Die Ausgangssituation ist spannend und macht neugierig. Clemens Freitag ist alleinstehend, hat überall Schulden, ...

Zunächst fiel mir das geniale Cover auf von Tobias Sommers neuem Roman: „Das gekaufte Leben“.
Die Ausgangssituation ist spannend und macht neugierig. Clemens Freitag ist alleinstehend, hat überall Schulden, einen mäßig bezahlten Job und nur einen einzigen Freund: Lars.

So fällt es ihm nicht schwer, fast alles hinter sich zu lassen. Und sich vom bisher unberührten Erbe seiner tödlich verunglückten Eltern ein neues Leben zu kaufen. Im Dorf Zaun am Waldsee ersteigert er ein komplett eingerichtetes Haus, samt passender Garderobe und gut sortierter Angelausrüstung. (Daher der tote Hecht auf dem Cover.) Ein Ferienhaus gehört auch dazu, Boot, Auto und Job inklusive.

In die Träumereien des perfekten neuen Daseins mit all den neuen zugänglichen Freunden mischen sich bald erste Ungereimtheiten. Nichts ist so, wie es zunächst schien. Der Vorgänger von Freitag mit der so praktisch passenden Kleider- und Schuhgröße hat sich gänzlich in Luft aufgelöst.

Einzig in Freitags neuer Firma fühlt es sich an wie im Schlaraffenland. Die Kollegen sind hilfsbereit, der Chef ist in Ordnung, die Arbeit macht Spaß und geht flott von der Hand. Das Geld passt auch.

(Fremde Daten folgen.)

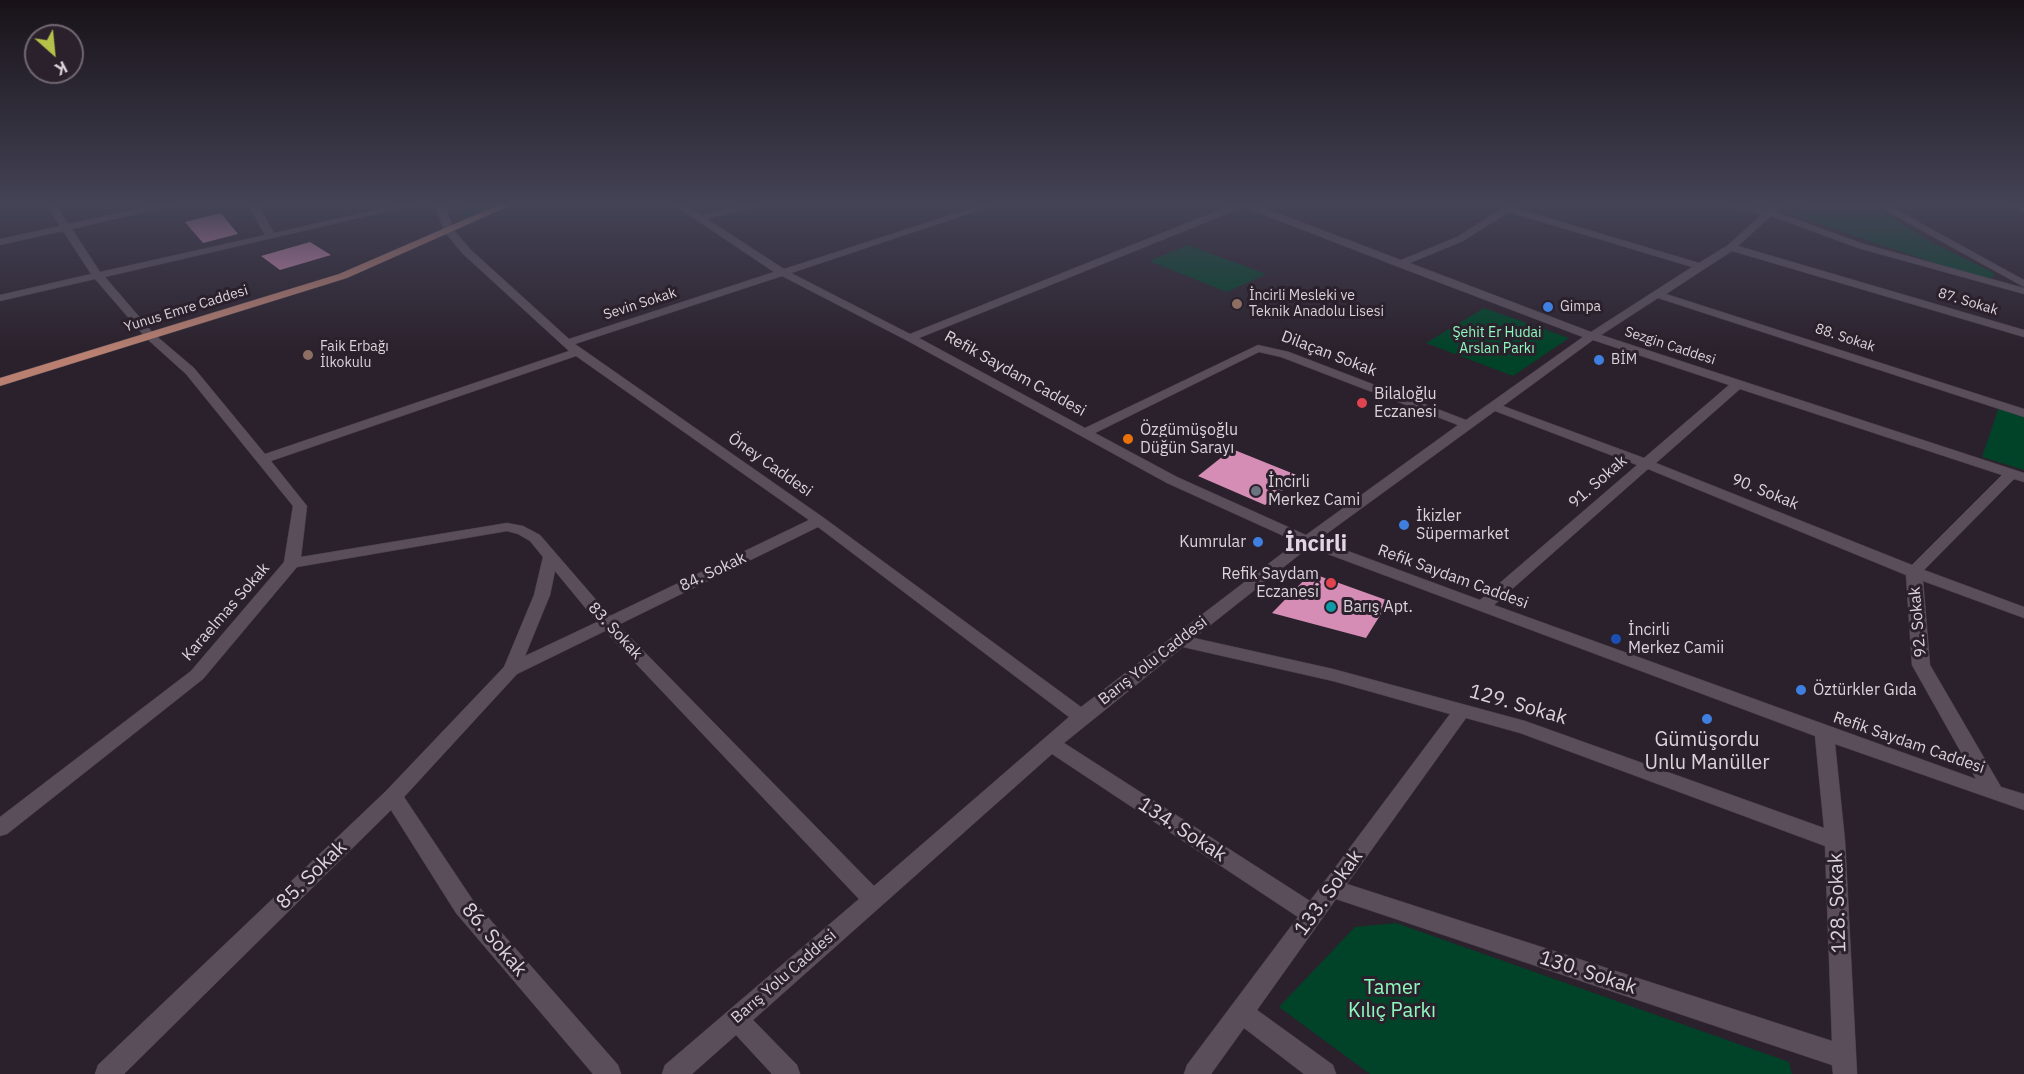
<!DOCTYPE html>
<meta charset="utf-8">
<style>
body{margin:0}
#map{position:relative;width:2024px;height:1074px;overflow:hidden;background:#2b212c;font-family:"IBM Plex Sans",sans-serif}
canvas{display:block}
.north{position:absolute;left:24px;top:24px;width:60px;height:60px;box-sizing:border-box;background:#2b212c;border:2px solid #716872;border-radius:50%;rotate:153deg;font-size:16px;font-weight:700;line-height:24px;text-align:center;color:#dad3da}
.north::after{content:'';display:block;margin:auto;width:21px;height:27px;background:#b5c249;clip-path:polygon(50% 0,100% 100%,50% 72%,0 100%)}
</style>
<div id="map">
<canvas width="2024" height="1074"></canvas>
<div class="north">K</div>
</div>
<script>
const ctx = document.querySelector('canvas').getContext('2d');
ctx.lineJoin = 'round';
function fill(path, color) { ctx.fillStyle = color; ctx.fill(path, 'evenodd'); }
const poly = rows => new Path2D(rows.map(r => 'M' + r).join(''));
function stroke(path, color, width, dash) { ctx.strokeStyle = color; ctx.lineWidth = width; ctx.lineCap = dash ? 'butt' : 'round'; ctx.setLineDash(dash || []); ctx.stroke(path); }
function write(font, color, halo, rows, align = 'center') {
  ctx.font = font + ' "IBM Plex Sans",sans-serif'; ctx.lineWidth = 6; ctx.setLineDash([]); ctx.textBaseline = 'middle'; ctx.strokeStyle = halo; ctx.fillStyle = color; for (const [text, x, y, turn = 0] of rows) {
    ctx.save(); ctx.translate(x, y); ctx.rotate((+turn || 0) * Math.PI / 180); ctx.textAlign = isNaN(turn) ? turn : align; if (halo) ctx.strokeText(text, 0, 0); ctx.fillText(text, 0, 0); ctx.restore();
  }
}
const green = poly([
 [459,203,507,203,466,221],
 [1808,203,1870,203,1931,242,1994,273,1994,276,1990,278,1965,273,1792,215],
 [1188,245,1204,251,1266,274,1227,292,1149,261],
 [1484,308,1569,338,1513,376,1426,343],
 [1999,407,2024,416,2024,470,1982,457],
 [1396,923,1789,1062,1792,1074,1370,1074,1279,1007,1355,927]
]);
const building = poly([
 [221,213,238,234,203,243,185,222],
 [310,242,331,255,280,270,261,256],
 [1232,449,1299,476,1265,505,1198,476],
 [1311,573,1389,601,1366,638,1272,613]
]);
const minor = poly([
 [45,203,55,203,68,224,166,203,183,203,72,229,100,272,265,235,247,203,257,203,274,233,406,203,423,203,105,277,154,334,194,368,265,454,569,351,462,253,444,231,434,203,444,203,454,230,470,249,569,339,774,272,671,203,682,203,701,215,752,203,769,203,707,219,784,269,987,203,1001,203,791,273,910,334,1237,203,1251,203,1401,260,1457,237,1511,203,1517,203,1519,205,1515,208,1699,263,1728,245,1762,214,1709,203,1729,203,1767,210,1775,203,1785,203,1776,212,1864,244,2024,288,2024,294,1858,248,1771,216,1738,246,2024,330,2024,337,1732,251,1666,294,2024,409,2024,417,1658,298,1601,335,2024,473,2024,482,2014,479,1924,570,2024,607,2024,618,1923,581,1930,665,2001,787,2024,794,2024,810,1835,744,1845,841,1857,1074,1833,1074,1832,1065,1336,899,1257,1010,1333,1065,1336,1074,1304,1074,1244,1028,1211,1074,1184,1074,1187,1065,1298,917,1052,754,753,1020,797,1065,800,1074,772,1074,736,1035,692,1074,662,1074,665,1065,859,899,605,631,517,674,404,797,472,899,618,1065,621,1074,593,1074,456,913,391,810,124,1074,95,1074,98,1065,386,791,504,667,534,595,543,557,530,541,518,534,507,531,297,567,203,679,7,834,0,836,0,817,191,671,284,562,293,506,186,374,146,338,95,279,0,301,0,295,91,274,63,231,0,245,0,239,60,226,45,203],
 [1244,207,1396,266,1583,337,1466,420,1289,352,1258,345,1085,428,919,338,1244,207],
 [1509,212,1692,267,1591,332,1410,263,1463,241,1509,212],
 [782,276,906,340,1167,483,1297,542,1081,707,824,518,575,344,782,276],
 [1593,340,1729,385,1644,458,1503,406,1593,340],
 [1259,352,1281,357,1458,425,1306,535,1177,477,1095,433,1259,352],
 [576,356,809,520,610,616,540,535,523,526,507,523,301,557,307,506,271,461,576,356],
 [1740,389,2002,475,1912,565,1656,463,1740,389],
 [1495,411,1637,465,1480,600,1318,540,1495,411],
 [1648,469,1906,575,1912,665,1976,779,1494,605,1648,469],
 [818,527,1069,717,874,886,618,625,818,527],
 [1309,547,1815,736,1824,828,1525,721,1333,669,1194,638,1309,547],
 [555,571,597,622,525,656,550,595,555,571],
 [1183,647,1333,681,1450,714,1310,901,1064,743,1183,647],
 [1466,718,1520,733,1825,846,1832,1041,1347,884,1466,718],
 [1872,203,1884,203,2024,280,2024,287,1872,203],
 [2008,203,2024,205,2024,212,2010,205,2008,203]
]);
const major = poly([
 [503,203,516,203,347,278,0,386,0,378,339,274,503,203]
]);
const markers = [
 [1237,304,6,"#8d6e63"],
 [1548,307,6,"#3f7fe0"],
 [308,355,6,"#8d6e63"],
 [1599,360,6,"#3f7fe0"],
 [1362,403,6,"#e0444e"],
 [1128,439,6,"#e8710a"],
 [1256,491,6,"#6b7280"],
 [1404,525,6,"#3f7fe0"],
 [1258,542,6,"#3f7fe0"],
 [1331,583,6,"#e0444e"],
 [1331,607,6,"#0f9aa8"],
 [1616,639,6,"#1a4fb4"],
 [1801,690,6,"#3f7fe0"],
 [1707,719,6,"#3f7fe0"]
];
const farPoinames = [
 ["İncirli Mesleki ve",1249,296],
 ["Teknik Anadolu Lisesi",1249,312],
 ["Gimpa",1560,307],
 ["Faik Erbağı",320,347],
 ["İlkokulu",320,363],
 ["BİM",1611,360]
];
const farStreetnames = [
 ["87. Sokak",1968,302,17],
 ["Sevin Sokak",640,304,-18],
 ["Yunus Emre Caddesi",186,309,-17],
 ["88. Sokak",1845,338,18],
 ["Sezgin Caddesi",1670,346,18]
];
const farParknames = [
 ["Şehit Er Hudai",1497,333],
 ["Arslan Parkı",1497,349]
];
const streetNames = [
 ["Dilaçan Sokak",1329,354,21],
 ["Refik Saydam Caddesi",1015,374,29],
 ["Öney Caddesi",770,465,35],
 ["91. Sokak",1598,482,-41],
 ["90. Sokak",1765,492,22],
 ["84. Sokak",713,572,-25],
 ["Refik Saydam Caddesi",1453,577,20],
 ["Karaelmas Sokak",226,612,-49],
 ["92. Sokak",1918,622,-95],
 ["83. Sokak",615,631,47],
 ["Barış Yolu Caddesi",1153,661,-38],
 ["Refik Saydam Caddesi",1909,743,19],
 ["Barış Yolu Caddesi",784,977,-41]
];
const poiNames = [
 ["Bilaloğlu",1374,394],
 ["Eczanesi",1374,412],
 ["Özgümüşoğlu",1140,430],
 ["Düğün Sarayı",1140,448],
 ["İncirli",1268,482],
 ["Merkez Cami",1268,500],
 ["İkizler",1416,516],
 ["Süpermarket",1416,534],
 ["Kumrular",1246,542,"right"],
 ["Refik Saydam",1319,574,"right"],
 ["Eczanesi",1319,592,"right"],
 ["Barış Apt.",1343,607],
 ["İncirli",1628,630],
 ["Merkez Camii",1628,648],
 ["Öztürkler Gıda",1813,690]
];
const nearStreetnames = [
 ["129. Sokak",1518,705,16],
 ["134. Sokak",1182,830,33],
 ["85. Sokak",312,875,-44],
 ["133. Sokak",1329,893,-54],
 ["128. Sokak",1838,903,-92],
 ["86. Sokak",494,940,50],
 ["130. Sokak",1588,973,18]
];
const nearPoinames = [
 ["Gümüşordu",1707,740],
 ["Unlu Manüller",1707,763]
];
const nearParknames = [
 ["Tamer",1392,988],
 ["Kılıç Parkı",1392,1011]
];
const districtNames = [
 ["İncirli",1316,545]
];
fill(green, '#004328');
fill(building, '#d58db5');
stroke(minor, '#473e47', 1);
stroke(major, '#473e47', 1);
fill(minor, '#5a4e5a');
fill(major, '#b98071');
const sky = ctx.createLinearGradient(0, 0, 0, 353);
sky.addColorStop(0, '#181218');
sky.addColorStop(0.58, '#444356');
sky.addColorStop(1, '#44435600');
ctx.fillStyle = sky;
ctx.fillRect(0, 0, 2024, 353);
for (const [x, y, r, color] of markers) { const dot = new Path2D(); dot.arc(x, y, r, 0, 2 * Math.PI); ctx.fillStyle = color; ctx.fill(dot); stroke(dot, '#2b212c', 2); }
write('14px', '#dad3da', '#2b212c', farPoinames, 'left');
write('14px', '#dad3da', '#2b212c', farStreetnames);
write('14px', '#8ef9be', '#2b212c', farParknames);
write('16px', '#dad3da', '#2b212c', streetNames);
write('16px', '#dad3da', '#2b212c', poiNames, 'left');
write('20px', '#dad3da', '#2b212c', nearStreetnames);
write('20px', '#dad3da', '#2b212c', nearPoinames);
write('20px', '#8ef9be', '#2b212c', nearParknames);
write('bold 22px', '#e3d5e4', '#2b212c', districtNames);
</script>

Der Protagonist bleibt für den Leser seltsam blass. Was unterscheidet ihn überhaupt von seinem Vorgänger? Oder ist er sein Vorgänger? Das Verwirrspiel am Ende ist leider so ein hoffnungsloses Durcheinander, dass der Leser sich zwangsläufig fragt: Was ist da passiert? Keine Lust mehr auf eine ordentliche Auflösung gehabt? Oder keine Zeit mehr?

Auch hier wieder, wie bei dtv (neuerdings?) üblich, da werden die Kurzwaffen Pistole und Revolver durcheinander geworfen. Und stellt Heckler & Koch einen Revolver her? (S. 95)

Fazit: Schade, guter, spannender Ansatz. Leider gegen Ende verschenkt. Zu viele Ungereimtheiten verderben den Brei und ließen zumindest mich recht frustriert zurück. ** Schafft der Japaner Keiichirō Hirano den literarischen Identitätstausch besser? Das gelte es bei Gelegenheit herauszufinden.